MUMBAI (Reuters) - With elections looming and an uncertain economic growth outlook, the Reserve Bank of India (RBI) left interest rates on hold on Tuesday, as expected, and indicated it will keep rates steady in the near term if inflation eases towards the bank's targeted level.
But in a move to impose more discipline on lenders and in line with global practice, the central bank cut the amount of overnight funding it makes available to banks, nudging them to use longer-term funding in a push to deepen financial markets.
The RBI kept its key repo rate at 8.00 percent, in line with the forecast of all 53 economists in a Reuters poll last week, although RBI Governor Raghuram Rajan warned of risks that inflation could rise even as risks to economic growth are to the downside.
Since taking office in September, Rajan has raised the repo rate three times by a total of 75 basis points, but with India headed for elections starting next week and uncertainty over monsoon rains due to begin in June, all 53 economists in a Reuters poll had forecast Rajan would leave rates unchanged at its April meeting.

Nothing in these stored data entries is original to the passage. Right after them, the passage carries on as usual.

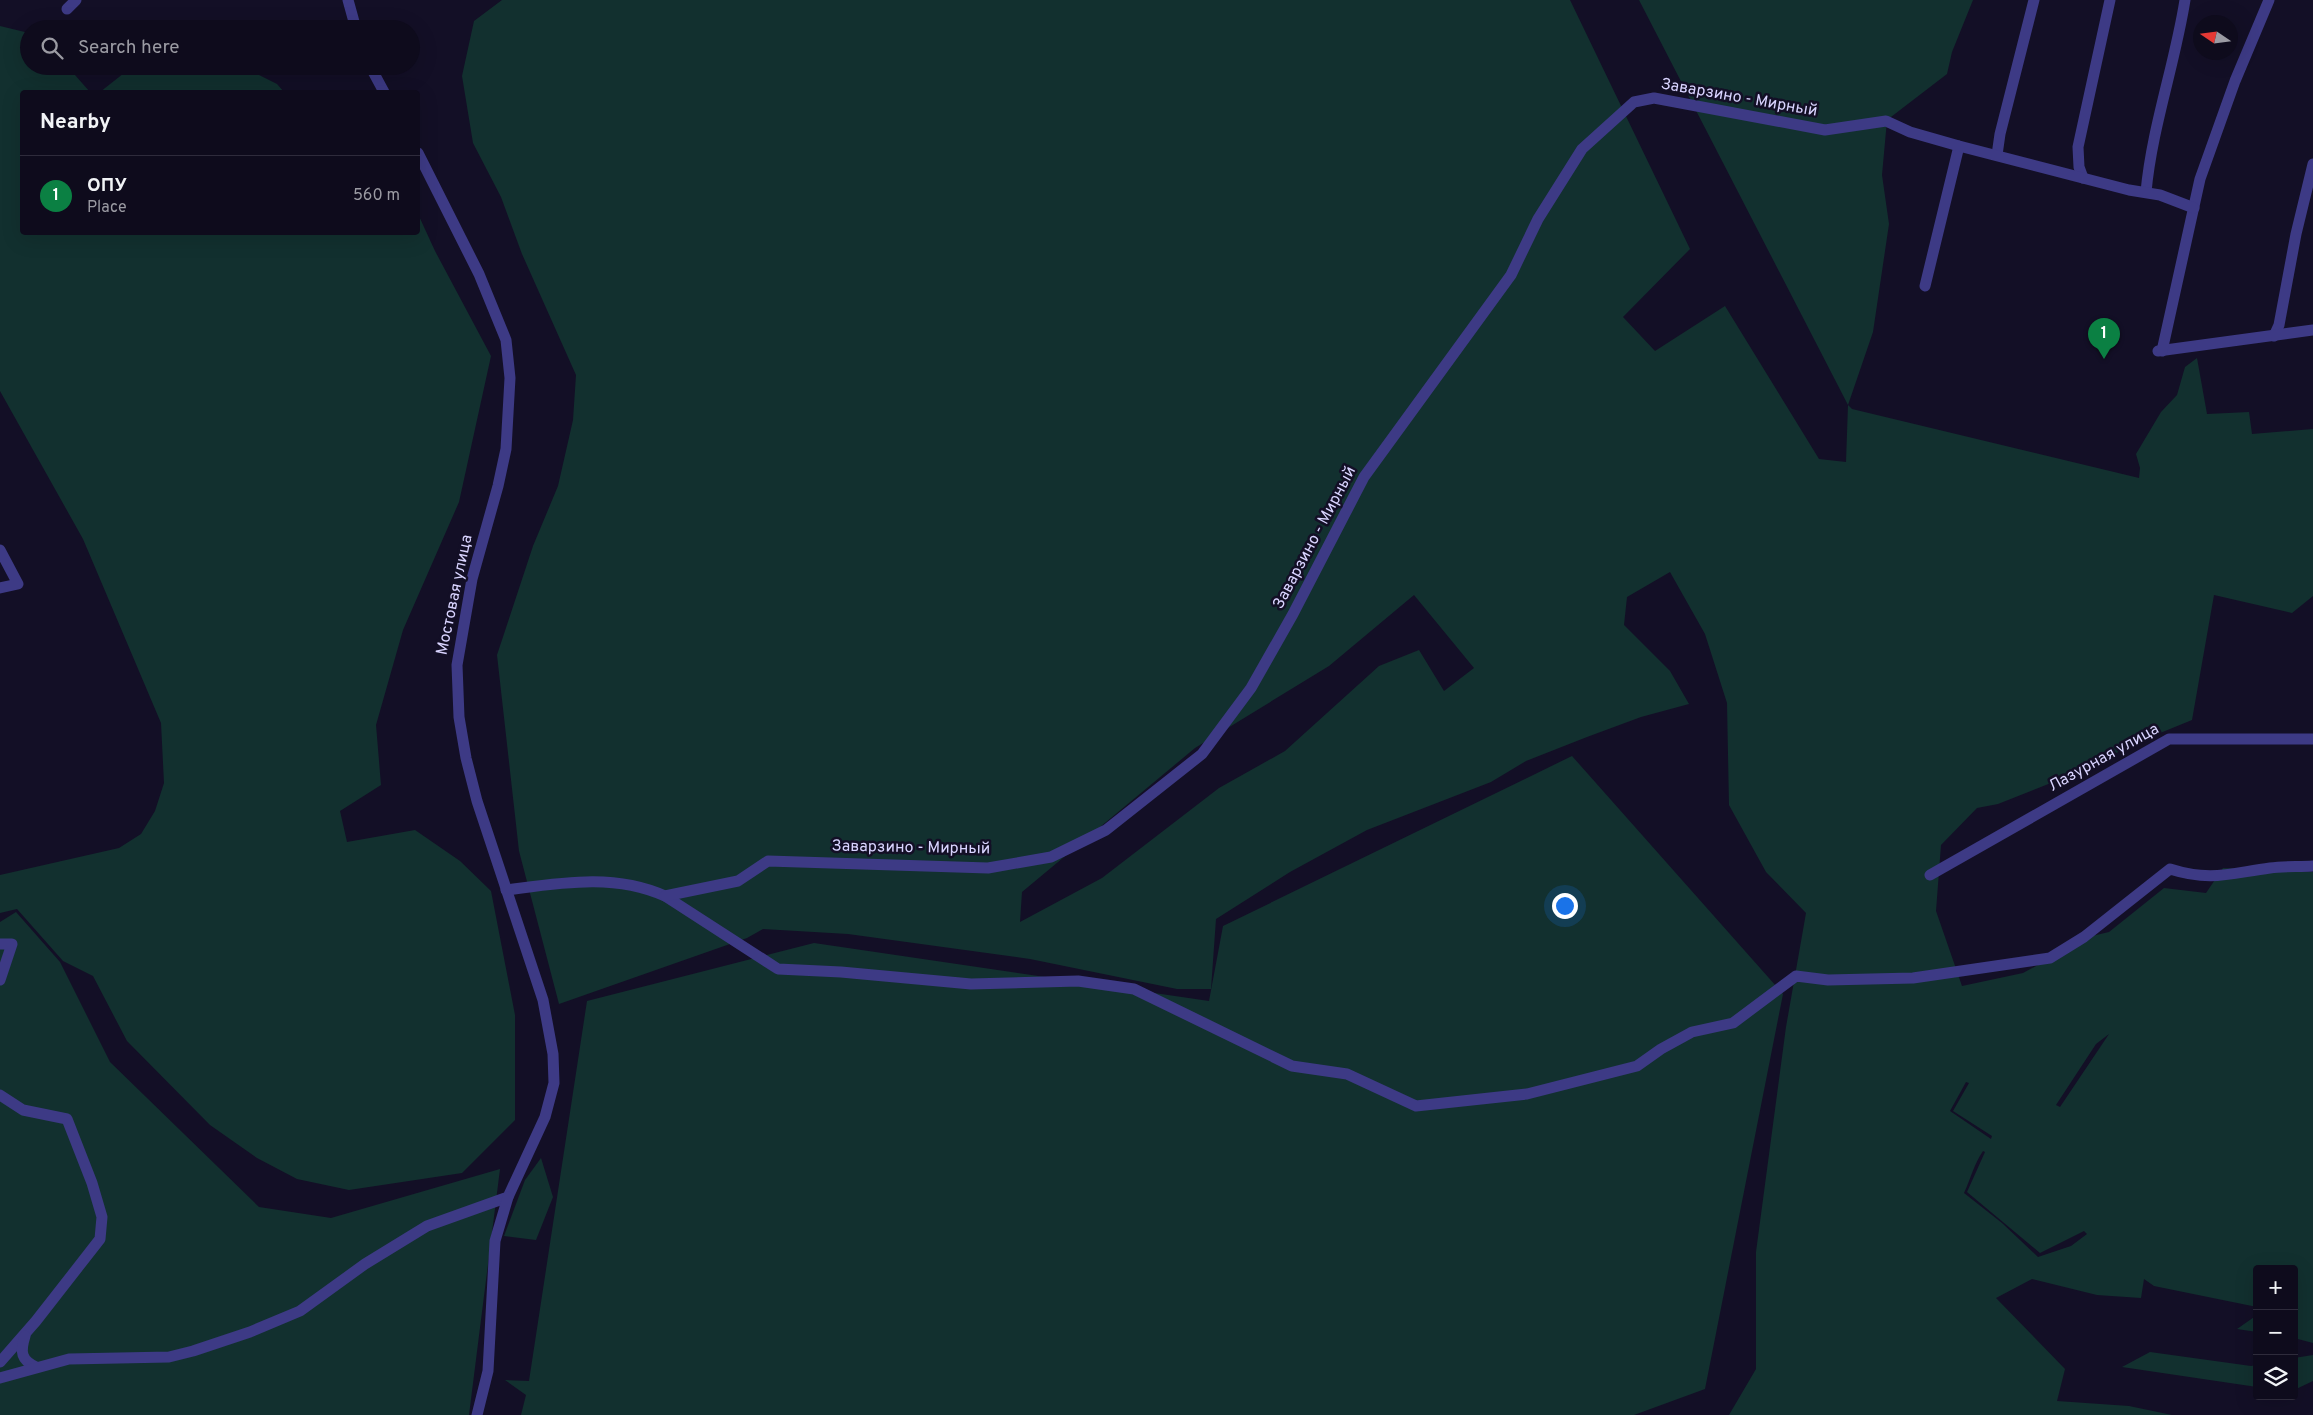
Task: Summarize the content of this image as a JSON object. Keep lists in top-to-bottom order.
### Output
{
  "streets": {
    "street": ["Заварзино - Мирный", "Мостовая улица", "Лазурная улица"]
  },
  "north": "left",
  "page": {
    "search": "Search here",
    "heading": "Nearby",
    "list": [
      {
        "mark": "1",
        "name": "ОПУ",
        "note": "Place",
        "value": "560 m"
      }
    ],
    "pins": "1",
    "map_buttons": ["+", "−"]
  }
}
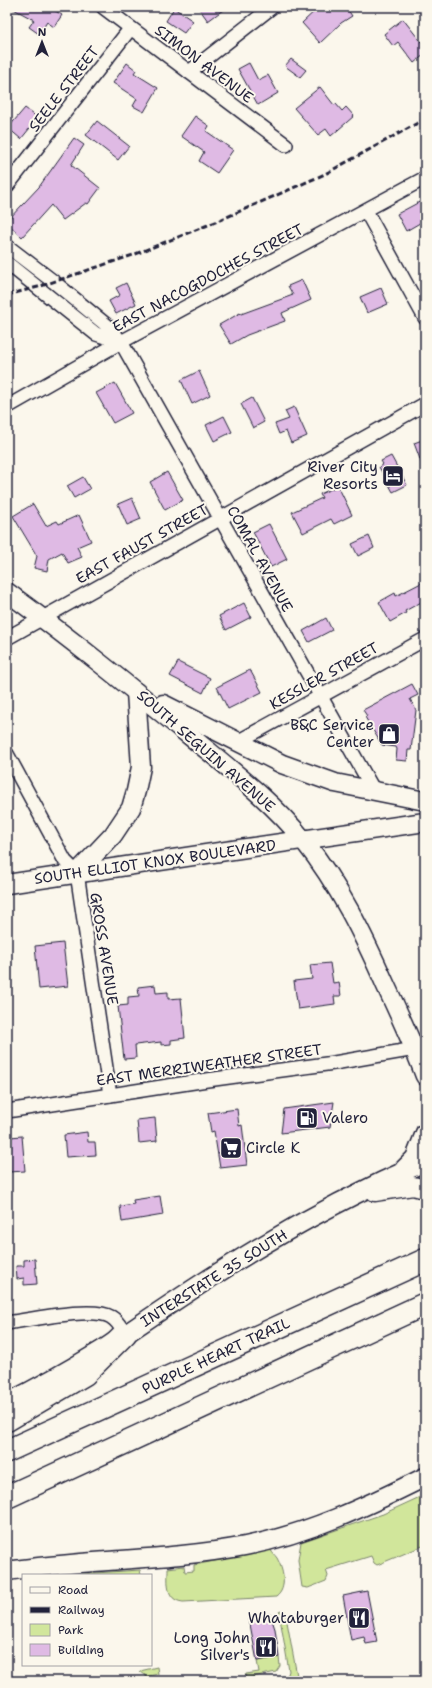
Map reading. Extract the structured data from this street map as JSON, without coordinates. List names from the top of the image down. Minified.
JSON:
{"streets":{"highway":["PURPLE HEART TRAIL"],"main road":["SOUTH SEGUIN AVENUE","SOUTH ELLIOT KNOX BOULEVARD","INTERSTATE 35 SOUTH"],"street":["SIMON AVENUE","SEELE STREET","EAST NACOGDOCHES STREET","EAST FAUST STREET","COMAL AVENUE","KESSLER STREET","GROSS AVENUE","EAST MERRIWEATHER STREET"]},"crossings":[["SIMON AVENUE","SEELE STREET"],["EAST NACOGDOCHES STREET","COMAL AVENUE"],["EAST FAUST STREET","COMAL AVENUE"],["EAST FAUST STREET","SOUTH SEGUIN AVENUE"],["COMAL AVENUE","KESSLER STREET"],["SOUTH SEGUIN AVENUE","SOUTH ELLIOT KNOX BOULEVARD"],["SOUTH SEGUIN AVENUE","EAST MERRIWEATHER STREET"],["SOUTH ELLIOT KNOX BOULEVARD","GROSS AVENUE"],["GROSS AVENUE","EAST MERRIWEATHER STREET"]],"places":{"hotel":["River City Resorts"],"shop":["B&C Service Center"],"fuel station":["Valero"],"supermarket":["Circle K"],"restaurant":["Whataburger","Long John Silver's"]},"legend":["Road","Railway","Park","Building"],"north":"top"}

"RBI moves ahead will depend heavily on how closely the next government follows the fiscal consolidation path. The full budget for FY15 is therefore most important insofar as the election is concerned for the RBI," said Nizam Idris, a strategist with Macquarie Capital in Singapore.
India's consumer price index inflation eased to 8.10 percent in February - a 25-month low that brings it near the RBI's January 2015 target of 8 percent, while the wholesale price index slowed to a 9-month low of 4.68 percent.
Whichever party wins the most seats in elections due to finish next month, it will need the support of coalition partners to form the government, creating policy uncertainty.
"If electoral outcomes fail to provide a stable government, the downside risks to growth could accentuate," the RBI said in a report accompanying its policy statement.
Food prices, which depend on monsoon rains, have eased in recent months but have been a key inflation driver in the past few years. The RBI wants CPI inflation to ease further to 6 percent by January 2016.
"The Reserve Bank's policy stance will be firmly focused on keeping the economy on a disinflationary glide path," Rajan said, even as he reiterated his concern about stubbornly elevated core inflation.
"If inflation continues along the intended glide path, further policy tightening in the near term is not anticipated at this juncture," he said.
Rajan also cited risks to growth in an economy that probably expanded by less than 5 percent in the just-completed fiscal year, the slowest in a decade, noting that early signs do not yet indicate a sustained revival for industry and services.
He said there is downside risk to the 5 to 6 percent GDP growth estimate for the fiscal year that began this month.
Indian manufacturing activity grew at a slower pace in March as weaker domestic demand weighed on output growth, the HSBC Manufacturing Purchasing Managers' Index (PMI) showed on Tuesday.
RAJAN THE REFORMER
Rajan, a high-profile former chief economist at the International Monetary Fund, has pushed financial market reforms in order reduce volatility and increase depth and transparency.
While the move to reduce availability of overnight funds to banks could spur near-term volatility in daily interbank lending and borrowing rates, it hastens the process of banks becoming more responsive to monetary policy action.
Rajan relaunched the long-dormant term repo market when he took office by gradually cutting back what had been unlimited overnight funds from the central bank, forcing banks to move towards market-determined rates.
"It will ... improve monetary policy transmission as banks will price their products more closely to the term market and react faster to any monetary policy action," said N.S. Venkatesh, treasurer at IDBI Bank.
Indian stocks were little changed after the monetary policy decision, while the local bond and foreign exchange markets were closed on Tuesday.